Boyce Watkins, a Syracuse university professor and activist, tells The Lookout that Williams-Bolar heard about McDowell’s case and wanted to support her. “Kelley called me and said, ‘I can’t believe they’re doing this to her, how can I help?'” She’s now on her way to Connecticut, and her trip is paid for by Samuel’s newly founded non-profit Connecticut Parents Union.

“First it happens to Kelley, then it happens to Tanya–they both happen to be poor black mothers trying to find a way to provide a better life for their children,” Watkins said.
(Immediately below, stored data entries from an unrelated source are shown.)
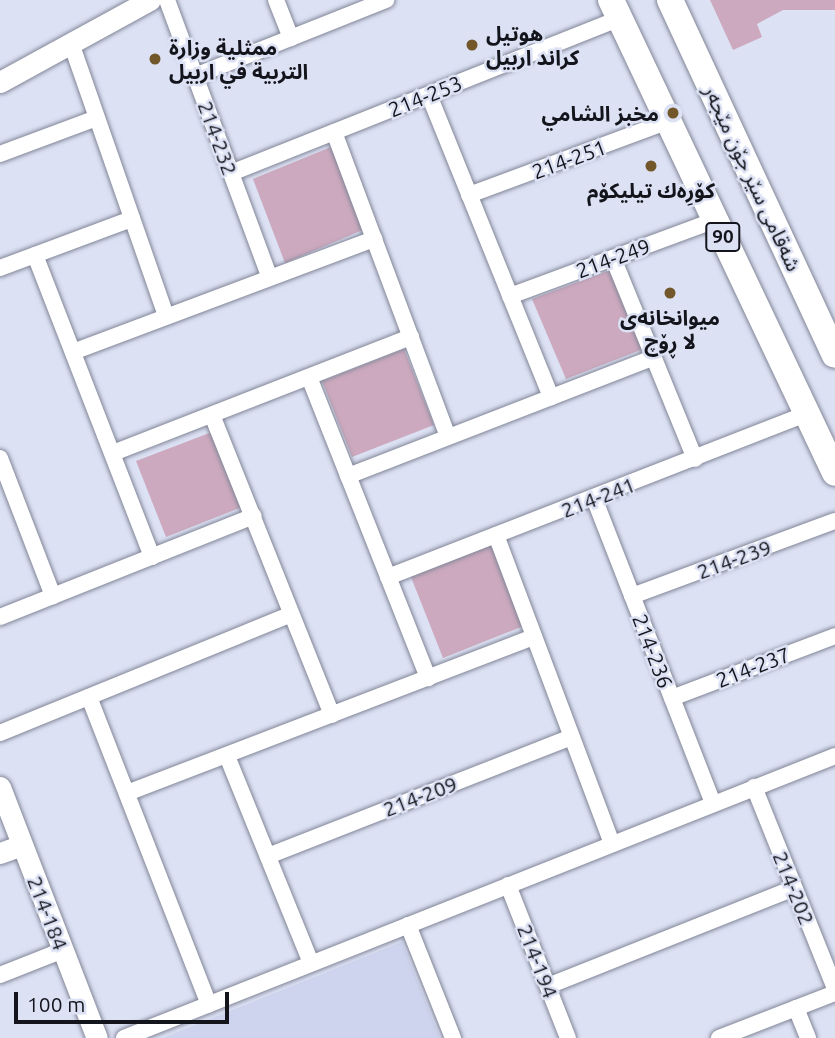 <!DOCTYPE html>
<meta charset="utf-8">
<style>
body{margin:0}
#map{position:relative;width:835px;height:1038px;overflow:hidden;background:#dce1f4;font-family:Ubuntu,"Noto Sans Arabic",sans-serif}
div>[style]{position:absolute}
.built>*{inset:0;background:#ced4ee}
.green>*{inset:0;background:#cca9be}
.roads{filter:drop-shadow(0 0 2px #818697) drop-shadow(0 0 2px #818697)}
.minor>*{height:16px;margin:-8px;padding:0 8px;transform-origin:8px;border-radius:8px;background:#fff}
.tertiary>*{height:21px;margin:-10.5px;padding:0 10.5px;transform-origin:10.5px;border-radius:10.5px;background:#fff}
.trunk>*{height:26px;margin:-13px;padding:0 13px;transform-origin:13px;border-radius:13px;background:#fff}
.dots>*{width:19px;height:19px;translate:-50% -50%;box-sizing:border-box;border:4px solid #dce1f4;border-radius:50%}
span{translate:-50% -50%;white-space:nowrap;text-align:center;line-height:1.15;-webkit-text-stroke:5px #dce1f4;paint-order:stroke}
.shield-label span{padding:2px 5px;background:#dce1f4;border:2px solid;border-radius:5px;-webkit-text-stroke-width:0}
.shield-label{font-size:19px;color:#14151c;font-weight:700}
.poi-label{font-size:21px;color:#14151c;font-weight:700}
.left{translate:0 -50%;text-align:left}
.right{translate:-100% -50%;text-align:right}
.street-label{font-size:21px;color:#14151c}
.scale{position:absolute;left:14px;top:992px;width:215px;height:32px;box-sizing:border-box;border:4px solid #14151c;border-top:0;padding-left:9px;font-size:21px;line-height:24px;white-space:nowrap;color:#14151c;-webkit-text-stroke:5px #dce1f4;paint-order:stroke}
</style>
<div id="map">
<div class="built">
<i style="clip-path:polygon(402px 942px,440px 1038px,163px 1038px)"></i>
</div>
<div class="green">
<i style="clip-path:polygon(710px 0,835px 0,835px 10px,783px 10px,757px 24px,762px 37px,733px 50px)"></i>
<i style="clip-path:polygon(331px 147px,365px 229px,285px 263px,253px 179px)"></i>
<i style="clip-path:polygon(613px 269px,643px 349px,566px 379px,532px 299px)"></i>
<i style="clip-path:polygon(404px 349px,434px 425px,352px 457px,322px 381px)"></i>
<i style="clip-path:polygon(212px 432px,242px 507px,166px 537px,136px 461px)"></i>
<i style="clip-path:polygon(492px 545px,526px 625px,443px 658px,411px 577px)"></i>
</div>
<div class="roads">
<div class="minor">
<i style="left:167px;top:0;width:294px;rotate:69.7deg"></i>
<i style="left:276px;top:0;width:41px;rotate:68.5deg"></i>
<i style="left:71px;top:43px;width:289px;rotate:70.8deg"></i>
<i style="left:195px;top:76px;width:206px;rotate:-21.7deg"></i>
<i style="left:429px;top:95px;width:326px;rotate:68deg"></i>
<i style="left:334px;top:132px;width:323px;rotate:69.5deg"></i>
<i style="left:0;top:154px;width:103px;rotate:-20.4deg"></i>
<i style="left:231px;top:173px;width:419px;rotate:-21.7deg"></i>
<i style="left:469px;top:195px;width:213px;rotate:-20.3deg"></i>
<i style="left:35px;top:255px;width:324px;rotate:68.8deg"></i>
<i style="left:613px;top:258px;width:217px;rotate:67.8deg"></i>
<i style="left:0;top:268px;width:141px;rotate:-20.4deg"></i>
<i style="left:510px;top:296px;width:219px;rotate:-20.3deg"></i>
<i style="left:73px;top:352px;width:322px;rotate:-20.6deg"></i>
<i style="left:309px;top:377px;width:324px;rotate:68.4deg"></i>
<i style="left:212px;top:415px;width:323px;rotate:68.2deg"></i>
<i style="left:113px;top:453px;width:320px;rotate:-21.3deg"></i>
<i style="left:0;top:458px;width:148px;rotate:69deg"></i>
<i style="left:348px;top:476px;width:327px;rotate:-21.2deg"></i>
<i style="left:594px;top:498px;width:328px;rotate:68.7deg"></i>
<i style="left:496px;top:535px;width:330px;rotate:69.4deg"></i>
<i style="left:388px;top:577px;width:449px;rotate:-21.3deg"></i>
<i style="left:632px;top:596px;width:216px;rotate:-20.3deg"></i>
<i style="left:0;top:617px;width:273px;rotate:-21.7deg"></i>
<i style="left:89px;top:697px;width:330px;rotate:68.7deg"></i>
<i style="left:672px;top:698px;width:174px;rotate:-20.8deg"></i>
<i style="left:0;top:733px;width:314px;rotate:-22.2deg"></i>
<i style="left:227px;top:756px;width:223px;rotate:67.9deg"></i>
<i style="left:754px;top:787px;width:217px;rotate:68.1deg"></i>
<i style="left:127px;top:793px;width:436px;rotate:-21deg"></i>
<i style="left:268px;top:856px;width:326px;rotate:-21.4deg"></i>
<i style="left:508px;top:885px;width:164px;rotate:68.6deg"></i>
<i style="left:408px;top:925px;width:122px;rotate:68.3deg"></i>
<i style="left:0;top:975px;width:68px;rotate:-21.6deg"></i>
<i style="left:548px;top:986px;width:265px;rotate:-21.7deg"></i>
<i style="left:796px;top:1008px;width:32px;rotate:68deg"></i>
<i style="left:124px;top:1038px;width:765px;rotate:-21.63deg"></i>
<i style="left:719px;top:1038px;width:124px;rotate:-21.2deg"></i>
</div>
<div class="tertiary">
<i style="left:0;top:82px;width:171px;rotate:-28.7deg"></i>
<i style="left:0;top:787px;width:269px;rotate:68.9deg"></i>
<i style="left:0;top:853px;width:23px;rotate:-20deg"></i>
</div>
<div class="trunk">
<i style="left:611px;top:0;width:523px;rotate:64.66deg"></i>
<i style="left:670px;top:0;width:391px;rotate:65.1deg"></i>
</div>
</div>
<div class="dots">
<i style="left:472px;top:45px;background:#715729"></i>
<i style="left:155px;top:59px;background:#715729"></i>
<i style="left:673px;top:113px;background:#715729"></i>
<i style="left:651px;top:166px;background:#715729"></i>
<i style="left:670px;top:293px;background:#715729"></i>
</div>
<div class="shield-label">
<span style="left:723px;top:237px">90</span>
</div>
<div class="poi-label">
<span class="left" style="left:486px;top:45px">هوتيل<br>كراند اربيل</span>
<span class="left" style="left:169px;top:59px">ممثلية وزارة<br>التربية في اربيل</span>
<span class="right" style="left:659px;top:113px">مخبز الشامي</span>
<span style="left:651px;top:190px">كۆرِەك تيليكۆم</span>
<span style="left:670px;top:329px">میوانخانەی<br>لا ڕۆچ</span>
</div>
<div class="street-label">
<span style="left:425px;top:96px;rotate:-22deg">214-253</span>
<span style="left:218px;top:138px;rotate:70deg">214-232</span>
<span style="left:569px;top:159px;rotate:-20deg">214-251</span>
<span style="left:753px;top:178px;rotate:65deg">شەقامی سێر جۆن مێجەر</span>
<span style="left:613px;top:258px;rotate:-20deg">214-249</span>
<span style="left:598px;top:497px;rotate:-21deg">214-241</span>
<span style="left:734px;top:559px;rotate:-20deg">214-239</span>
<span style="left:653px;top:651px;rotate:69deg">214-236</span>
<span style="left:753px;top:667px;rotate:-21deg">214-237</span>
<span style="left:420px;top:796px;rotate:-21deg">214-209</span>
<span style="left:794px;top:888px;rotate:68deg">214-202</span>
<span style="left:48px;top:913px;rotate:69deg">214-184</span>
<span style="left:538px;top:961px;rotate:69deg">214-194</span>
</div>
<div class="scale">100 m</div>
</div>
Samuel says McDowell “absolutely” sent her son to the Norwalk kindergarten because she knew it was better than the schools in nearby Bridgeport. “If you could see … where he is now compared to Brookside, you’d see why I chose Norwalk,” McDowell told the Daily Norwalk of her son’s new school, Thomas Hooker Elementary School in Bridgeport.

“There has to be a penalty for stealing our services,” school board president Jack Chiaramonte countered in The Daily Norwalk.

McDowell, who used to work in food services, told the Stamford Advocate she occasionally stayed in a Norwalk homeless shelter–but she didn’t register there, which would have made her son eligible to attend the school. “I had no idea whatsoever that if you enroll your child in another school district, it becomes a crime,” the 33-year-old told the paper.

Parents are rarely criminally prosecuted for using false addresses.